Note that using this approach is more memory efficient, but it might not perform as well, at least not without making use of the callback feature described in this LoftQ init notebook.

@BenjaminBossan Thank you for the advice, your method works! So the issue was that the weight matrix (3072,3072) was being quantized all at once and there wasn't enough space available for the necessary computations.

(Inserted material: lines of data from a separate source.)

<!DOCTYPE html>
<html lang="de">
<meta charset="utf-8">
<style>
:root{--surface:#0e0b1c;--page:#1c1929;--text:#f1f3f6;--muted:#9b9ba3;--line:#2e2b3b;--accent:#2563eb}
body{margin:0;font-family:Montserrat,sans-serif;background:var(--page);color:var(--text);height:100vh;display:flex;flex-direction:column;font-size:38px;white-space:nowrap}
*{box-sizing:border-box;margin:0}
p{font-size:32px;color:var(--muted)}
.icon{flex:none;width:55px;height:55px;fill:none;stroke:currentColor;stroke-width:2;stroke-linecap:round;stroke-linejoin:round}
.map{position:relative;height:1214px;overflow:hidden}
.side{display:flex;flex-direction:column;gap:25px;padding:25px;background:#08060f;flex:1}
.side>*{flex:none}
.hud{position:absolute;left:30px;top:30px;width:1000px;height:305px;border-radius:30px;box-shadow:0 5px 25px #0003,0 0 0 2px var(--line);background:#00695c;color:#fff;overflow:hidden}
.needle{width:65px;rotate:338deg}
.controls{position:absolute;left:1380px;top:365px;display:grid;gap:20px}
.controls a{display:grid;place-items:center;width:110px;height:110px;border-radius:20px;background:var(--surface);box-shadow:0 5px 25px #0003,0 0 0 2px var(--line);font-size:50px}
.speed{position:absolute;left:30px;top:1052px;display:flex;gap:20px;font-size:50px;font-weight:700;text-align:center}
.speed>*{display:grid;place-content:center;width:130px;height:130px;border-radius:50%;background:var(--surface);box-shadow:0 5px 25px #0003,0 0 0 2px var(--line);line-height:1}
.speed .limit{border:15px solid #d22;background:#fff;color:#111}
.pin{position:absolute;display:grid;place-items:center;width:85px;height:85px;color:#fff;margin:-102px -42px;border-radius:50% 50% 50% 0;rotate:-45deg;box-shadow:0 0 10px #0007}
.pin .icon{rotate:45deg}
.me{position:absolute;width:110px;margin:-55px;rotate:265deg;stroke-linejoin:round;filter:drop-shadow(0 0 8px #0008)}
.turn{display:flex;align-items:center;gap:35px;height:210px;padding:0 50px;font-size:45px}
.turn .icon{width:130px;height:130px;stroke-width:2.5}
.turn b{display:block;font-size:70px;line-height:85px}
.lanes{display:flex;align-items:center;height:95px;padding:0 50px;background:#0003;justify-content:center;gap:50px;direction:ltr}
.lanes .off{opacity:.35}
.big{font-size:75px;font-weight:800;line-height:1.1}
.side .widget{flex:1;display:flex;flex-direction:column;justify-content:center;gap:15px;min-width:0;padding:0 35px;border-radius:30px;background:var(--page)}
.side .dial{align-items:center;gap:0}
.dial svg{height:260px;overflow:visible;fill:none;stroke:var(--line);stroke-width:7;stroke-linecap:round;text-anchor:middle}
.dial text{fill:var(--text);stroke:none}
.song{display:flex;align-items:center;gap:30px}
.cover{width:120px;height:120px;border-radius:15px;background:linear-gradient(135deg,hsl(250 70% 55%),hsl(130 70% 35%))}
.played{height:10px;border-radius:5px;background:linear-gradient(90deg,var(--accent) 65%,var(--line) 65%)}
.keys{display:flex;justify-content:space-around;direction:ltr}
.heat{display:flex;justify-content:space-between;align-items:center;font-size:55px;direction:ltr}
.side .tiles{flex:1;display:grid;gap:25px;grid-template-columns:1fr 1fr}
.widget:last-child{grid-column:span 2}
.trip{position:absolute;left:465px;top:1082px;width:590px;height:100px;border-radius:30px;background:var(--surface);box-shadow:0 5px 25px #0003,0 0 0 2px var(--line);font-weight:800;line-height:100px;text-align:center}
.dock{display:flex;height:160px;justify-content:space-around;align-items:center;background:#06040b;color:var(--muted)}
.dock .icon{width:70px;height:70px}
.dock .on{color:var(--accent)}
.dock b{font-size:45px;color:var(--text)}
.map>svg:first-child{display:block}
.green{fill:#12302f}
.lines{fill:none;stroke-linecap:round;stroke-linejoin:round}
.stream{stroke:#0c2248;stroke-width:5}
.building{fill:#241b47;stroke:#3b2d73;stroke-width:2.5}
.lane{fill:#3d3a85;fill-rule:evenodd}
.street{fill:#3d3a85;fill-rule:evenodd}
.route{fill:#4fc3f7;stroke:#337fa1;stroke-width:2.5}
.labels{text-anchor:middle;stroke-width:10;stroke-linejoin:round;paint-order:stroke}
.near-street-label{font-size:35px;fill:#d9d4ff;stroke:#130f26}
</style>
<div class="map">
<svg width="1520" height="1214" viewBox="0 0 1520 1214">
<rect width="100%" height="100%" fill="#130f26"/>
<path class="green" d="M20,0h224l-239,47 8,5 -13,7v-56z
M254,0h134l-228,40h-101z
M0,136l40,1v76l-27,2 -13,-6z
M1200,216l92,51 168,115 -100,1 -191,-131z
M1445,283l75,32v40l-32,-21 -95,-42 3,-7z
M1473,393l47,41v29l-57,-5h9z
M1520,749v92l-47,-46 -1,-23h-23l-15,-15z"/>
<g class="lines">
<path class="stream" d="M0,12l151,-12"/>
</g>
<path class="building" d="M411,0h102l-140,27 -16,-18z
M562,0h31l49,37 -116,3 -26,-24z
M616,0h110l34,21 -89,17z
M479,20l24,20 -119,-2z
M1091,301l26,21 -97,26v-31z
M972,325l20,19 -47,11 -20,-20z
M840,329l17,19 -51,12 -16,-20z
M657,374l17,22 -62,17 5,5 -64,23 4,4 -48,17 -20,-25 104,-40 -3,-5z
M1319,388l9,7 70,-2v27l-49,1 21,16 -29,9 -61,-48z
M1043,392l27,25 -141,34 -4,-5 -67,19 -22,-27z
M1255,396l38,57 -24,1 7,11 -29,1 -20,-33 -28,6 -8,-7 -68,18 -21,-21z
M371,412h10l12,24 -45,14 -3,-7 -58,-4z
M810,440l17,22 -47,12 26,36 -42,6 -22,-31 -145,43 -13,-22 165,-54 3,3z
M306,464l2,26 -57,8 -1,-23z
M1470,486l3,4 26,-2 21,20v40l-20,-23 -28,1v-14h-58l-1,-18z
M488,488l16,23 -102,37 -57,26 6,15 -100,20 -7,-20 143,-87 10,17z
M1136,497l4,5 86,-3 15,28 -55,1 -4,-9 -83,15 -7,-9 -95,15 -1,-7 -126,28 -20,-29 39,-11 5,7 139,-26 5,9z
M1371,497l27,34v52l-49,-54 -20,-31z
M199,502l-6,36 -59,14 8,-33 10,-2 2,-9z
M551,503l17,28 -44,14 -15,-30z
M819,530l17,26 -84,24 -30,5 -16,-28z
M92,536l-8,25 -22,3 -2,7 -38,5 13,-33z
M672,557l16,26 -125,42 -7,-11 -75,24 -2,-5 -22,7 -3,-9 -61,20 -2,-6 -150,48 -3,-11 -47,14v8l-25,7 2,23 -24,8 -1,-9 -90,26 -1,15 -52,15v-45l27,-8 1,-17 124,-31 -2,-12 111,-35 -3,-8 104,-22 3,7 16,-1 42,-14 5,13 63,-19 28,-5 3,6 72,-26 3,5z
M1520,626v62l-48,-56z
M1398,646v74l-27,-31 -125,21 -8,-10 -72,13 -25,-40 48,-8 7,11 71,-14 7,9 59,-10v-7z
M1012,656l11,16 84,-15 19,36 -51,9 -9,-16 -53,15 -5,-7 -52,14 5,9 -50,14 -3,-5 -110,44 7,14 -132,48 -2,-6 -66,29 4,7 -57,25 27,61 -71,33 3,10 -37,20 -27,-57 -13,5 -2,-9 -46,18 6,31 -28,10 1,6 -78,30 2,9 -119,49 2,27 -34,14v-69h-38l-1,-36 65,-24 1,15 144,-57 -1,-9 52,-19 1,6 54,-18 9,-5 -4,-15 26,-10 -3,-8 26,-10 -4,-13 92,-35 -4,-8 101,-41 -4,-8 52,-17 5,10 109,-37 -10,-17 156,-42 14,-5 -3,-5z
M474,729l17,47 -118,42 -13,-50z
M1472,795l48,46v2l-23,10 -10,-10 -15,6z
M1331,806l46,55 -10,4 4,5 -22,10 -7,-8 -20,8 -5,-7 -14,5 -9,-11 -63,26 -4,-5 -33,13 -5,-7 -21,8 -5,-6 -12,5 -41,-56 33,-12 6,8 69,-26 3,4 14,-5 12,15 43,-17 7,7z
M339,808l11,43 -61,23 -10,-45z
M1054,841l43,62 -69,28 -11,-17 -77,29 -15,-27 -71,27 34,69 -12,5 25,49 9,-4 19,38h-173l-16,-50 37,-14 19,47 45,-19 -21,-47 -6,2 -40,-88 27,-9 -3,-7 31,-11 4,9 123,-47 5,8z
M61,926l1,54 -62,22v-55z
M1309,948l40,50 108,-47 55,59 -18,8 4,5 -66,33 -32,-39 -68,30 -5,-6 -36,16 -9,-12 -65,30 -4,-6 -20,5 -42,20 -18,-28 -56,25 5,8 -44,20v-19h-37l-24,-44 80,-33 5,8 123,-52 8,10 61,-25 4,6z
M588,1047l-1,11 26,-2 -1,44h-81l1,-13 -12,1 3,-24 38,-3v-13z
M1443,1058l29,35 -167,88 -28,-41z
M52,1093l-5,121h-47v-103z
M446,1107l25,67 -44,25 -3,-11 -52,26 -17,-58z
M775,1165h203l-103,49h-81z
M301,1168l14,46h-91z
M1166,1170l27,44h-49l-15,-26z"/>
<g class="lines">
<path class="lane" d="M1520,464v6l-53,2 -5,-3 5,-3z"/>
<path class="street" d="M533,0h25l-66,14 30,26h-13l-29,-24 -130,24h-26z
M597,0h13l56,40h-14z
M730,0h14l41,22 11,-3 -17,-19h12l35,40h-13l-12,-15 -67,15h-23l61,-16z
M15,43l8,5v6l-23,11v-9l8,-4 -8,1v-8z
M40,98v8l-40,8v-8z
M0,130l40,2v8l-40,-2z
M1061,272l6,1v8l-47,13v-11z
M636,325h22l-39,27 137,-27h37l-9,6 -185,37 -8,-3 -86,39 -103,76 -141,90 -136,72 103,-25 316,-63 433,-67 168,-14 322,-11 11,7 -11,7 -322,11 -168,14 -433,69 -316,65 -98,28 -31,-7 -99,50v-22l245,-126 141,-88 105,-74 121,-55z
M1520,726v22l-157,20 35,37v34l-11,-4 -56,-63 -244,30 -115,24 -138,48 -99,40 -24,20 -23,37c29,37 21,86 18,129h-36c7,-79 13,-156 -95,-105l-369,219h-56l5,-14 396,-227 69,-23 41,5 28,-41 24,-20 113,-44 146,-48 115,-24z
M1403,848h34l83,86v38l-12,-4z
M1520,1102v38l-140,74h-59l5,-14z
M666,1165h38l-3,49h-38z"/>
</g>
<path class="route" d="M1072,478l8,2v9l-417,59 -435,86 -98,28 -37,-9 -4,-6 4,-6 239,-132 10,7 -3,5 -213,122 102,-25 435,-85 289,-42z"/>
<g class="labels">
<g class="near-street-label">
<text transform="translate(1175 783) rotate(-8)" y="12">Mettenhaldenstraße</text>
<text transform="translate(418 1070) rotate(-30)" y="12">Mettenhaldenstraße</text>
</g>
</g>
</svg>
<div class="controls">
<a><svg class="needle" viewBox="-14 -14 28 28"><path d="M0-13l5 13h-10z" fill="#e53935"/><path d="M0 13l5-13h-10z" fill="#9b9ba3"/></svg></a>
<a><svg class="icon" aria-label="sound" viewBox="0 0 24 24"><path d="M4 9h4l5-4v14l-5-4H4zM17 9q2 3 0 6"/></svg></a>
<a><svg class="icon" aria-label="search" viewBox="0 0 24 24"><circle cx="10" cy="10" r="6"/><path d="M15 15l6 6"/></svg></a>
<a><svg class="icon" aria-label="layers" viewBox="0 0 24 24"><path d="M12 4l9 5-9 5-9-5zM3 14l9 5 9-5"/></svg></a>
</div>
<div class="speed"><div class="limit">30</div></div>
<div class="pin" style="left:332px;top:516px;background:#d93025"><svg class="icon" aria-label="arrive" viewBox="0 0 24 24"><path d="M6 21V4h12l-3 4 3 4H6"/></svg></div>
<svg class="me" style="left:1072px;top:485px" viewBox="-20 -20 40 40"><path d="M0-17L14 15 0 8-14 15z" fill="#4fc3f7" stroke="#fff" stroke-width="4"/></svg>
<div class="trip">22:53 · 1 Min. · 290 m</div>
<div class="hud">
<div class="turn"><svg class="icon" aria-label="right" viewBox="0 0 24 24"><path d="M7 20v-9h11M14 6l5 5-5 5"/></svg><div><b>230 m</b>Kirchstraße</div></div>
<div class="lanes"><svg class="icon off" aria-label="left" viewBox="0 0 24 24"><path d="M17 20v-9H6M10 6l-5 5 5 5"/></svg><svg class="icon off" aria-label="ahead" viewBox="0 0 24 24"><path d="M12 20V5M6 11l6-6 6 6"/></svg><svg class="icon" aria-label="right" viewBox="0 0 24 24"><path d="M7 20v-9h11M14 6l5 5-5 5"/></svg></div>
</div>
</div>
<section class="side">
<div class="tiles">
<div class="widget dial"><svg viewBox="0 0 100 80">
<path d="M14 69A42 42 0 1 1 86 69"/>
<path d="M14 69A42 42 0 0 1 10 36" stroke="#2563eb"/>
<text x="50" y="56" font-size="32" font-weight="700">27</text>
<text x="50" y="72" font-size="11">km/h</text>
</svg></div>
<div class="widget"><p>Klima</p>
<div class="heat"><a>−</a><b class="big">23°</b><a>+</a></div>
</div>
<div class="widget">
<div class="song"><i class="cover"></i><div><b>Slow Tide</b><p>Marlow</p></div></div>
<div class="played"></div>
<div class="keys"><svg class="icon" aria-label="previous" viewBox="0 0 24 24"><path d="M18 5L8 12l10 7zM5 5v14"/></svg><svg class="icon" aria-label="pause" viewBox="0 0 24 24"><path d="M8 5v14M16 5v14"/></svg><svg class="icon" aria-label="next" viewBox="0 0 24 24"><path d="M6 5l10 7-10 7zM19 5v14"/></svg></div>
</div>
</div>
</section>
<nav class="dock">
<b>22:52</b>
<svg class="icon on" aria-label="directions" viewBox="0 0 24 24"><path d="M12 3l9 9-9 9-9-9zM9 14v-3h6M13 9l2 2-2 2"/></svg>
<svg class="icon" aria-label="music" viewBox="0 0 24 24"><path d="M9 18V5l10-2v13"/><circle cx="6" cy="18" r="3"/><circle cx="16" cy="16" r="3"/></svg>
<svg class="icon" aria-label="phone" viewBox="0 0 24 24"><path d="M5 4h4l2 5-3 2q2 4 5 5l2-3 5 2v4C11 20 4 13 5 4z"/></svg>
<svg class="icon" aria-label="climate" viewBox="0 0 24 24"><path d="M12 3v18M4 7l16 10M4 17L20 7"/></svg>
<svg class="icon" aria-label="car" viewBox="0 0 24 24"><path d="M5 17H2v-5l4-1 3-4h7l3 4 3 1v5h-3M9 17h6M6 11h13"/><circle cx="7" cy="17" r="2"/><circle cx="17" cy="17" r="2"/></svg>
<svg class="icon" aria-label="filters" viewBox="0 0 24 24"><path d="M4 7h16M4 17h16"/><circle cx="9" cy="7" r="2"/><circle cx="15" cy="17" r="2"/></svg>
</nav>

Can you clarify however what does replace_lora_weights_loftq do? Because from the source code it seems to assume that the Lora adapter weights are quantized already, but there's no mention of quantization in your LoraConfig. Are the Lora weights initialized as quantized because the model weights are quantized?

Can you clarify however what does replace_lora_weights_loftq do? Because from the source code it seems to assume that the Lora adapter weights are quantized already, but there's no mention of quantization in your LoraConfig. Are the Lora weights initialized as quantized because the model weights are quantized?

The LoRA weights are never quantized, regardless of whether the base model is quantized or not. This is necessary because quantized weights cannot be trained, and we want the LoRA weights to be trained. But since the total number of parameters of the LoRA weights is typically small, this should still result in less memory being used than full fine-tuning.

You're right, I forgot that quantization can be used only during inference. Thank you very much.